- Work task: Only the lines with "weight" in the entries below belong in the answer; please copy them.

=======

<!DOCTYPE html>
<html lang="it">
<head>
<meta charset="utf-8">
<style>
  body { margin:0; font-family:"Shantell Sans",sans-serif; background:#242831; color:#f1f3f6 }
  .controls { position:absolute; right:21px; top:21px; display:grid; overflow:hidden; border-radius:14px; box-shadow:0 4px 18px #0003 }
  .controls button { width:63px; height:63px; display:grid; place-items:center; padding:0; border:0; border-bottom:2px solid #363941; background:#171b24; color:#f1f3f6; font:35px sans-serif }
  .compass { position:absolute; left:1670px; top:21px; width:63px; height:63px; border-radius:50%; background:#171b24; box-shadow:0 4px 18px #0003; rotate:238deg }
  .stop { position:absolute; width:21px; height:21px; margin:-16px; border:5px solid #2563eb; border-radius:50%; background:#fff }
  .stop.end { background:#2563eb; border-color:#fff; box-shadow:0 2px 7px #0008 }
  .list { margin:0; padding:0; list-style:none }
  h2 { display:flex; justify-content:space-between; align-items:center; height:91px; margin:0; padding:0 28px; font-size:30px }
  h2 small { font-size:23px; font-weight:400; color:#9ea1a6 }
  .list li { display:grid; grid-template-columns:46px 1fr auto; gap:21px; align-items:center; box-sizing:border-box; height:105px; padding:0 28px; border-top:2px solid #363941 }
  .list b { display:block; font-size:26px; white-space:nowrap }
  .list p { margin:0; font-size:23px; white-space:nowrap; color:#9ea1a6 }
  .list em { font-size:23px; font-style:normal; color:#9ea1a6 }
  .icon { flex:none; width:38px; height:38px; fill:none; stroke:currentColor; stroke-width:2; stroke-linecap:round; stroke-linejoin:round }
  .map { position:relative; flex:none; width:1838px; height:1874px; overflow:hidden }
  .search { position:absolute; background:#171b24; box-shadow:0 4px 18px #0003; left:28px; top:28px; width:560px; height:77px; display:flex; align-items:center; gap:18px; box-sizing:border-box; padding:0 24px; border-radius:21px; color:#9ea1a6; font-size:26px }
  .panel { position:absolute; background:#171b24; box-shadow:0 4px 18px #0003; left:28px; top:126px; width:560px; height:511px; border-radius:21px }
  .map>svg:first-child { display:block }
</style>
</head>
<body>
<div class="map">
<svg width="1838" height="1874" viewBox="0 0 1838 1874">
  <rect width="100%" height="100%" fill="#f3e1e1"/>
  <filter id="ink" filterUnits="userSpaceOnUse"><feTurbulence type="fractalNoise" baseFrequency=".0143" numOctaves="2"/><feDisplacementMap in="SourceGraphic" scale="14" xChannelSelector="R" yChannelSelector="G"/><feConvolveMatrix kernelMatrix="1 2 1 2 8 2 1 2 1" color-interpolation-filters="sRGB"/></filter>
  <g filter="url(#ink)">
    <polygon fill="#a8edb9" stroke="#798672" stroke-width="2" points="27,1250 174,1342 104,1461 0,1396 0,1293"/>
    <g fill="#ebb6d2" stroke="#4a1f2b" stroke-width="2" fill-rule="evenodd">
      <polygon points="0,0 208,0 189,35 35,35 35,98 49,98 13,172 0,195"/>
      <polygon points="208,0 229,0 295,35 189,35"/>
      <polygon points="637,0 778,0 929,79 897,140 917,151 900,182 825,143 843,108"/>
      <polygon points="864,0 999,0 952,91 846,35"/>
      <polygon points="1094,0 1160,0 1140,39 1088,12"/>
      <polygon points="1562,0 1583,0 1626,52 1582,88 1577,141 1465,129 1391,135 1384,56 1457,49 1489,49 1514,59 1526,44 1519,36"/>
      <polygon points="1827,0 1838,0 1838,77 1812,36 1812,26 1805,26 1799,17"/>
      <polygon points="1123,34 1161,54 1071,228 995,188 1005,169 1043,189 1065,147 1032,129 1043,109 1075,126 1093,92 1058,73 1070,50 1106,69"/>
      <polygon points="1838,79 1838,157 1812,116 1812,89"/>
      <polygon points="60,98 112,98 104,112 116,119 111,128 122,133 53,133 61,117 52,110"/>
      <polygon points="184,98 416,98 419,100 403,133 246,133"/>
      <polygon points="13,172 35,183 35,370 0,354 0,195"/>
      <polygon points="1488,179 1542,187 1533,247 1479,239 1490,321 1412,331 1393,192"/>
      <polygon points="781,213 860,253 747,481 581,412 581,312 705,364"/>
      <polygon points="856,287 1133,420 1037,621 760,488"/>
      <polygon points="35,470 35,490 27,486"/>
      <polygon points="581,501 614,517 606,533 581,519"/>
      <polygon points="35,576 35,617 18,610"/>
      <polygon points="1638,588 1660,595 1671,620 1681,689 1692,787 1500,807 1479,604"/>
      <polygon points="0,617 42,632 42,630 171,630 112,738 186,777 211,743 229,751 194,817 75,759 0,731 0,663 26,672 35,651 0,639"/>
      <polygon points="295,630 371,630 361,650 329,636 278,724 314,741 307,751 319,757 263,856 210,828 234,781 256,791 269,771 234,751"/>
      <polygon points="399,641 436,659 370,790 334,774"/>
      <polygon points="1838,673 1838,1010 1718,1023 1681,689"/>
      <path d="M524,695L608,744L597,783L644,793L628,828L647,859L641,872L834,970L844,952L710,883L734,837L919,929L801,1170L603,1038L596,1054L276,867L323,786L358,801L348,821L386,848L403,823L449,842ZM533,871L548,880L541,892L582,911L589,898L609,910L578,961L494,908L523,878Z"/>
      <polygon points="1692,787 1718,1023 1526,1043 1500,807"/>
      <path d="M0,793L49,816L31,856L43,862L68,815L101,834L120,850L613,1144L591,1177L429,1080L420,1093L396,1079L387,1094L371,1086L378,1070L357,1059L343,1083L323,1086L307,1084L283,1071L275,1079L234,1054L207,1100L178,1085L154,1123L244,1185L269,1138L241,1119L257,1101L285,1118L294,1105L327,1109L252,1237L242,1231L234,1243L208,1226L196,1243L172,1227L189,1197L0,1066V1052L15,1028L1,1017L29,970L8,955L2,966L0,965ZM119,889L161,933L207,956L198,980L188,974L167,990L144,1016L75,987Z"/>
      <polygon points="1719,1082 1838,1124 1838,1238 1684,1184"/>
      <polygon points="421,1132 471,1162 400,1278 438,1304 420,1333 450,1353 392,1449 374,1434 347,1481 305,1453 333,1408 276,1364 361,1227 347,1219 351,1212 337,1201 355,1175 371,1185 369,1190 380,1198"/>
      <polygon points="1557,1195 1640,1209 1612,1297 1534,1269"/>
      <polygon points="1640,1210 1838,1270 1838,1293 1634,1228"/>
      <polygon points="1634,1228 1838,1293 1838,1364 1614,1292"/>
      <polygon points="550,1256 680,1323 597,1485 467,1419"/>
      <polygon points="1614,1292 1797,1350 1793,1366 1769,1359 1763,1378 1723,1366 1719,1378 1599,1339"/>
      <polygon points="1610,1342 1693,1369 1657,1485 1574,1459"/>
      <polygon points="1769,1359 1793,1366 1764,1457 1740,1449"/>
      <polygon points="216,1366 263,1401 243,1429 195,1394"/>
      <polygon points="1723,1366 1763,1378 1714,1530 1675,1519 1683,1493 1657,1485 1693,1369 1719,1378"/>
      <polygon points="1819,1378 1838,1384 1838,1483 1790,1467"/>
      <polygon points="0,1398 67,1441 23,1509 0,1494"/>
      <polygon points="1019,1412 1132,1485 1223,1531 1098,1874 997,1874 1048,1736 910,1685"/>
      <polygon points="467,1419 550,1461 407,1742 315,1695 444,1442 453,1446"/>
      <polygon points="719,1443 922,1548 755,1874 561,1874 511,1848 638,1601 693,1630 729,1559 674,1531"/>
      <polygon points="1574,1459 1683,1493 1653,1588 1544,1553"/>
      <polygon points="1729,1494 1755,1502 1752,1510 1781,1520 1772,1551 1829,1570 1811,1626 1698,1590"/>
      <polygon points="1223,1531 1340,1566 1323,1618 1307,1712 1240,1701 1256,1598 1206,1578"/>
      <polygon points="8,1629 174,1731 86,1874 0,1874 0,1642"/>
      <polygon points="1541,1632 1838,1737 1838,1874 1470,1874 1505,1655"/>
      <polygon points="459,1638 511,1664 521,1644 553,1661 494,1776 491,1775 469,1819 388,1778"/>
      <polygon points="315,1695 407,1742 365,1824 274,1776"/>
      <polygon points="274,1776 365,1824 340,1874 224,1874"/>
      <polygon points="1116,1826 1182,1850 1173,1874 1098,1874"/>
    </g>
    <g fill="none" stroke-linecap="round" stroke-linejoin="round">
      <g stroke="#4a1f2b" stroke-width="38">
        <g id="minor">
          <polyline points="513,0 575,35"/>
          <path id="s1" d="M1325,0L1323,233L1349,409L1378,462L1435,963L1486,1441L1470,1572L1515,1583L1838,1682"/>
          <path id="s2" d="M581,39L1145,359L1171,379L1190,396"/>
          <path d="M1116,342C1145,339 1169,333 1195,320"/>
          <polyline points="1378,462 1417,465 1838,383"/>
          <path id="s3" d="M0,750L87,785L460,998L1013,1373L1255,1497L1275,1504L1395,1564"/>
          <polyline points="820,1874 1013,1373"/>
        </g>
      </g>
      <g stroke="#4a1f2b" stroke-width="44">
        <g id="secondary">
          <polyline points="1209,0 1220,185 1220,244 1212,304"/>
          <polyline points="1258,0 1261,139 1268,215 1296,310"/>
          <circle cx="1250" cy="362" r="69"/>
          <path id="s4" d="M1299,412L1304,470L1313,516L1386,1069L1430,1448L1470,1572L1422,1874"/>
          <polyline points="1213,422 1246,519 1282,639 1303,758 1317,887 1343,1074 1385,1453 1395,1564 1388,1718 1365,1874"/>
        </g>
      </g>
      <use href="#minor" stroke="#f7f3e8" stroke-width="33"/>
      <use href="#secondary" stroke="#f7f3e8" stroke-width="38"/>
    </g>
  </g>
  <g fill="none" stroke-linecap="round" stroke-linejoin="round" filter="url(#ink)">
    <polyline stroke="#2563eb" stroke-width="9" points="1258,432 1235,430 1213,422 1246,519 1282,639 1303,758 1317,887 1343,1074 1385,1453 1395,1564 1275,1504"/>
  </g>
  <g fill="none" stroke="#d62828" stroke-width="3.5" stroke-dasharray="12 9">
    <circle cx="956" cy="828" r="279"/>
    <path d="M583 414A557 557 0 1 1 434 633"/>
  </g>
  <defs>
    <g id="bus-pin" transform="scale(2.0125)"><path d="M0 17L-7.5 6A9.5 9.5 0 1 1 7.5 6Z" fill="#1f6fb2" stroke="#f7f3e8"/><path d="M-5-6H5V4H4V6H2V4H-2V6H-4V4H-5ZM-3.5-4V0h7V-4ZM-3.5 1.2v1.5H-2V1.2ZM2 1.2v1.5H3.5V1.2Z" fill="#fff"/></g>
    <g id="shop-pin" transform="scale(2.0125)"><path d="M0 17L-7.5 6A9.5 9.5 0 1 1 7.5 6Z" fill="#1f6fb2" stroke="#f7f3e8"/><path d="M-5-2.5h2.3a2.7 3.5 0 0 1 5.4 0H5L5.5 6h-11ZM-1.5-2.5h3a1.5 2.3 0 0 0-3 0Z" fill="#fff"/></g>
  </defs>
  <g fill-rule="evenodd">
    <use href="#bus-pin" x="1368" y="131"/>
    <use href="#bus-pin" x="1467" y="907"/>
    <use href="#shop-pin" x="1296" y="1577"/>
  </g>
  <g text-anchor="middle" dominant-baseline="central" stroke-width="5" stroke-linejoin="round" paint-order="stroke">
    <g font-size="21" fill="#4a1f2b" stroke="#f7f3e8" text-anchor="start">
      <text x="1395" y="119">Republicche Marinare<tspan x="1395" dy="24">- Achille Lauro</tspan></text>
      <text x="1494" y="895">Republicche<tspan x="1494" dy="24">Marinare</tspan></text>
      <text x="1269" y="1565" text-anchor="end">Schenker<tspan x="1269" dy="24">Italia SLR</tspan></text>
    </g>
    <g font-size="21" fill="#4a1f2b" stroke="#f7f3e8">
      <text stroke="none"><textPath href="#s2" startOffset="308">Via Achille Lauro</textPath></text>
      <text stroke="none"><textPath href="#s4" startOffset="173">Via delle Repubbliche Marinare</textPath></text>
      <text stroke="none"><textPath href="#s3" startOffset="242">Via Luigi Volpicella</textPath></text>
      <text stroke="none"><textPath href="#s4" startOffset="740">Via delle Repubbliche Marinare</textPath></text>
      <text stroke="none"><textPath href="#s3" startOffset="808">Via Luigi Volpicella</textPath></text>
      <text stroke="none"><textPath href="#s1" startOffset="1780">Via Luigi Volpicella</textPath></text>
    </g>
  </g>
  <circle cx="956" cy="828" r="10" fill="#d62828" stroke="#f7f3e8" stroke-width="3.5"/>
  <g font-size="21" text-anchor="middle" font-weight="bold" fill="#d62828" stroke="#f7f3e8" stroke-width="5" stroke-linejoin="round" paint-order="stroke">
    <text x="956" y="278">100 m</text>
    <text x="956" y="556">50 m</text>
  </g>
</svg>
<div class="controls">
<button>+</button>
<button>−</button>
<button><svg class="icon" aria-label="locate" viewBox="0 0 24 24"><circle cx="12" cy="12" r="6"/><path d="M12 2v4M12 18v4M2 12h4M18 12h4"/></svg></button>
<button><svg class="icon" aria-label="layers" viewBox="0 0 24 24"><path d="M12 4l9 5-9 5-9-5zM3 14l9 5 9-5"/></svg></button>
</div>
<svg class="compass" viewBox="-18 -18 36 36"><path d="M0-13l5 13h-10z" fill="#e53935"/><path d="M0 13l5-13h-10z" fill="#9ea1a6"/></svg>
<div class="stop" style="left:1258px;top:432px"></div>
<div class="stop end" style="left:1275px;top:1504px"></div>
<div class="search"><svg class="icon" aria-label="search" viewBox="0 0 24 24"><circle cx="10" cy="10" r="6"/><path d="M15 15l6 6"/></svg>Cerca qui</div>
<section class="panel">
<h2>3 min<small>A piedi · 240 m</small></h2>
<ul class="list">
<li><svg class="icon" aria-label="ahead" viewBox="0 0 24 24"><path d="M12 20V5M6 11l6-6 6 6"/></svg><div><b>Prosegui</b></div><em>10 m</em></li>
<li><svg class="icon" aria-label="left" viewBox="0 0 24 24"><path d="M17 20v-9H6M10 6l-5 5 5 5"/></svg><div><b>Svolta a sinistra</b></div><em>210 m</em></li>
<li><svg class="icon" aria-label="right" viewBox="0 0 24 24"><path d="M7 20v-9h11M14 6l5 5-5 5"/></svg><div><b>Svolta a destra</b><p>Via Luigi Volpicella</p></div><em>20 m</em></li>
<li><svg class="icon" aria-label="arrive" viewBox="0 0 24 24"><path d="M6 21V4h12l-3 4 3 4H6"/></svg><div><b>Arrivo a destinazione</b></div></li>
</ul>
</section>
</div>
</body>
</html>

=======

- Finished exercise:
  h2 small { font-size:23px; font-weight:400; color:#9ea1a6 }
  <g font-size="21" text-anchor="middle" font-weight="bold" fill="#d62828" stroke="#f7f3e8" stroke-width="5" stroke-linejoin="round" paint-order="stroke">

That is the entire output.